Wort des Pfarrers im Juni 2022
Stumm sind die wirklich Schwachen
„Öffne deinen Mund für den Stummen, für das Recht aller Schwachen!“ So heisst es in der Bibel Sprüche 31, 8. Wer würde heute diesem Spruch nicht sofort zustimmen? Ja, ihn vielleicht sogar auf eine Fahne schreiben? Das wäre etwas, ein Bibelzitat auf den Fahnen derer, die an einer Demonstration gegen Rassismus und Diskriminierung durch die Strassen marschieren!-
Es ist heute ja eine Mode, ja mehr als das, eine Ideologie, (vielleicht sogar eine neue Art des alten marxistischen Klassenkampfes, wie einige befürchten), die wie so häufig aus Amerika auch zu uns gekommen ist: Sich einzusetzen für die verschiedensten „Schwachen“, die von „Starken“ unterdrückt werden. In den USA wurde dafür vor wenigen Jahren ein englischer Begriff geprägt: „woke“, auf deutsch etwa „aufgewacht“. Als „woke“ / „aufgewacht“ bezeichnen sich diejenigen, die meinen, erkannt zu haben, wie sehr angeblich irgendeine Gruppe Menschen, häufig sind es Minderheiten, von anderen Menschen benachteiligt, ausgenutzt, unterdrückt und misshandelt worden sei oder immer noch würde. Seien es Frauen von Männern, Dunkelhäutige von Hellhäutigen, homosexuell Empfindende von heterosexuell Empfindenden, sogenannt „Queere“, also Menschen, die sich weder als Mann noch Frau bezeichnen, von Männern und Frauen. Die Liste ist lang und wird immer länger.
Auf der einen Seite hat es sein gutes Recht, wenn Unrecht benannt und bekämpft wird. Denn es ist ja so, überall auf der Welt tun wir Menschen einander Unrecht und Böses. Die Bibel nimmt da kein Blatt vor den Mund: Wir Menschen sind Sünder. Und es ist richtig und gut, wenn wir dort, wo wir auf Unrecht und Bosheit stossen, nicht einfach bequem wegschauen, sondern mutig und streitbar sind, auch dann, wenn ein kritisches Wort, ein Einschreiten zu Unannehmlichkeiten führen könnte.

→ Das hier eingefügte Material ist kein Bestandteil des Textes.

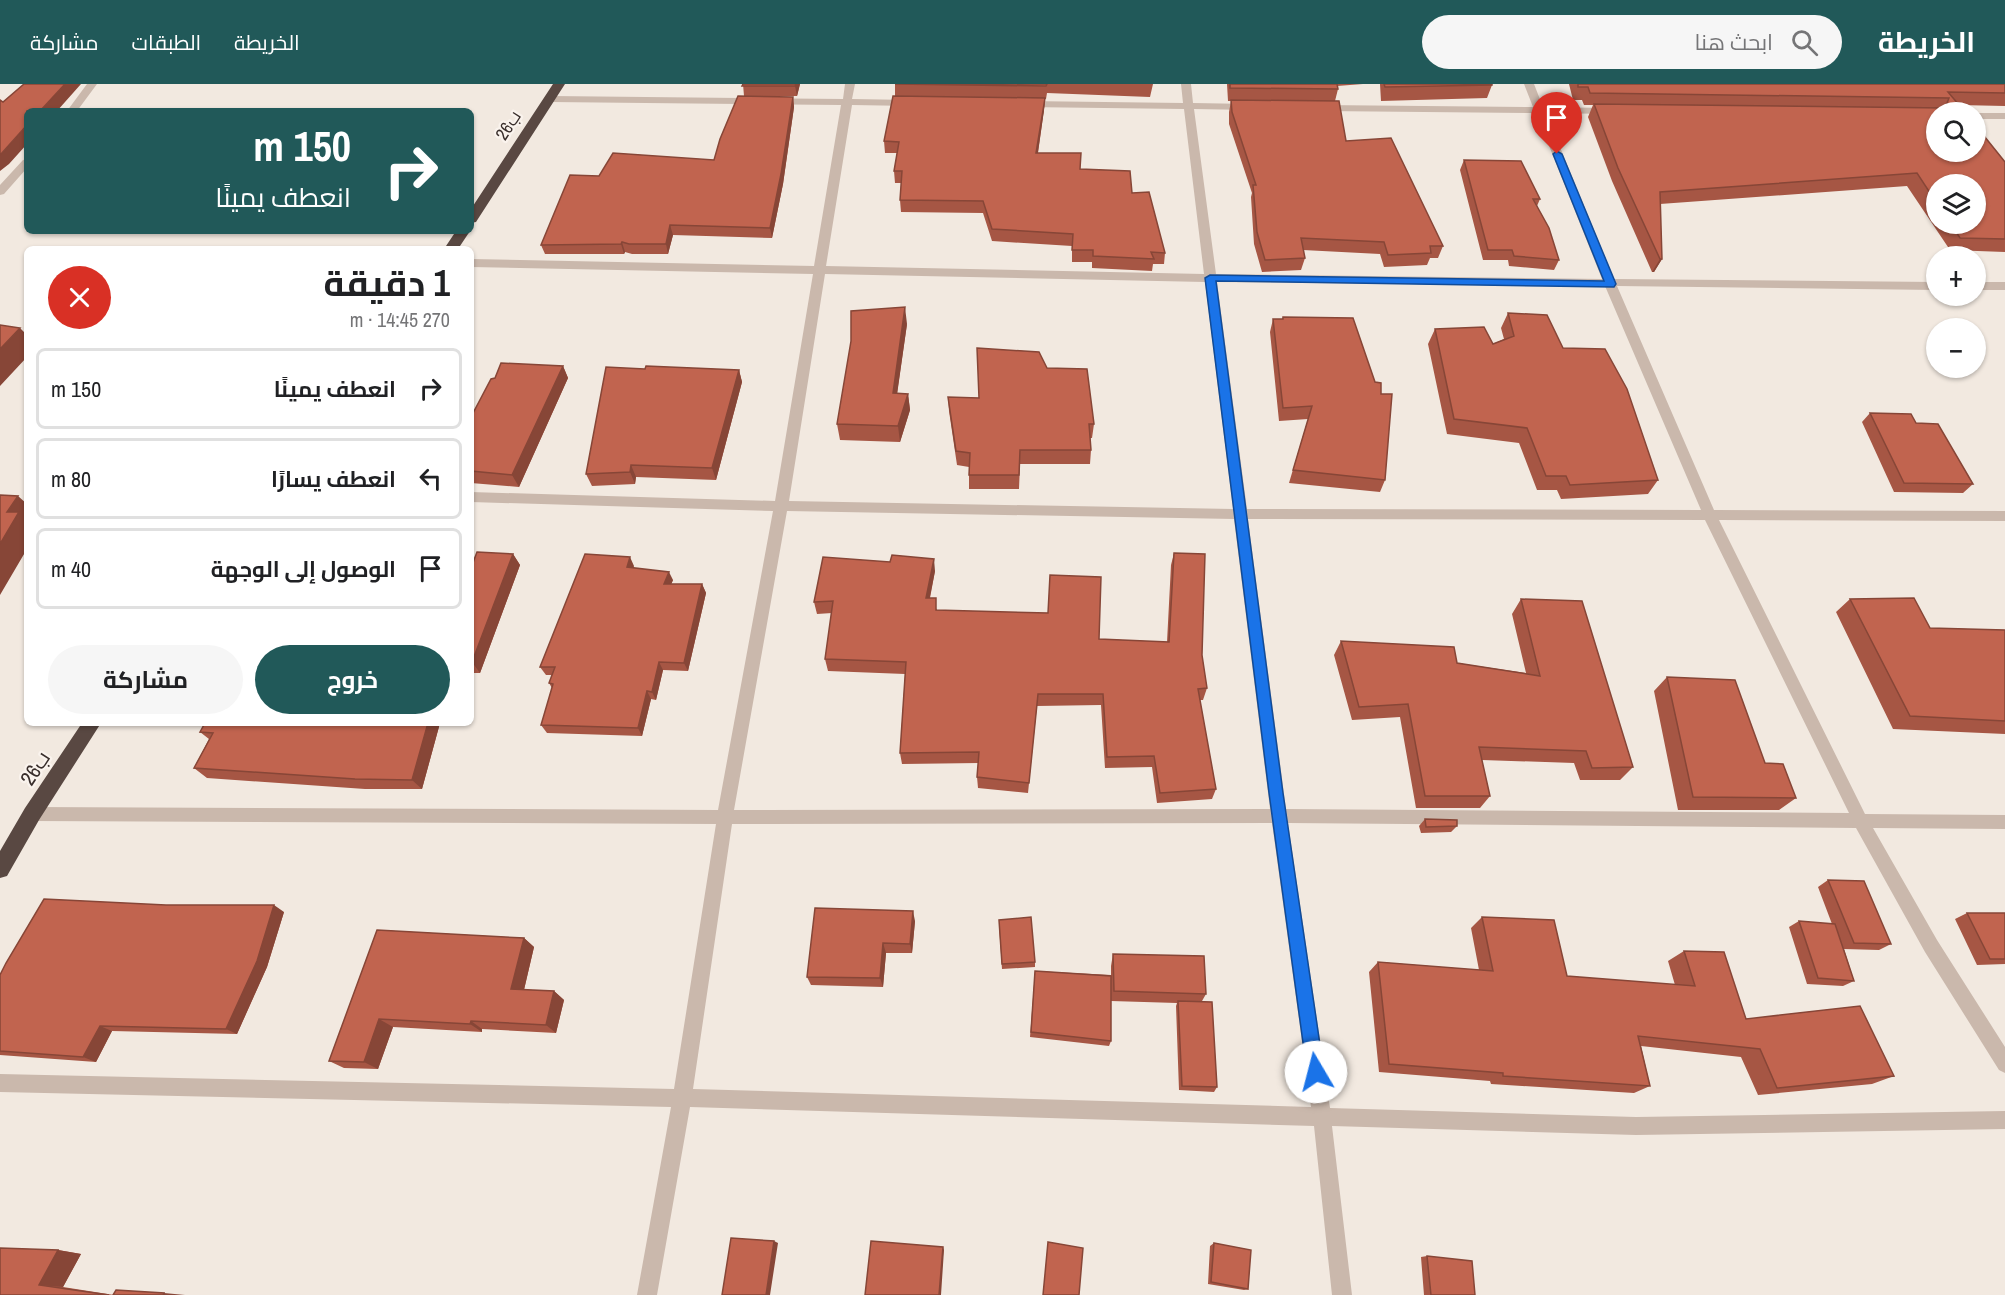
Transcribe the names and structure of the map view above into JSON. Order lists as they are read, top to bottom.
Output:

Andererseits lässt sich leider beobachten, dass viele dieser „Aufgeweckten“ selber immer intoleranter und repressiver agieren. Menschen, die anderer Ansicht sind, werden an ihrer freien Meinungsäusserung gehindert. Wenn sie es trotzdem tun, werden sie diffamiert und zu Parias gemacht von denen, die sich angeblich für die Schwachen einsetzen. Ja es kommt vor, dass sie sogar ihre Arbeit verlieren, nur weil sie etwas geäussert haben, was der letzten „woken“ Mode widerspricht. Die Überzeugung, das Recht auf seiner Seite zu haben, führt nur zu schnell zu einer gefährlichen Selbstgerechtigkeit, die denen, die es anders sehen, Unrecht und Leid zufügt. Davor möge uns Gott bewahren.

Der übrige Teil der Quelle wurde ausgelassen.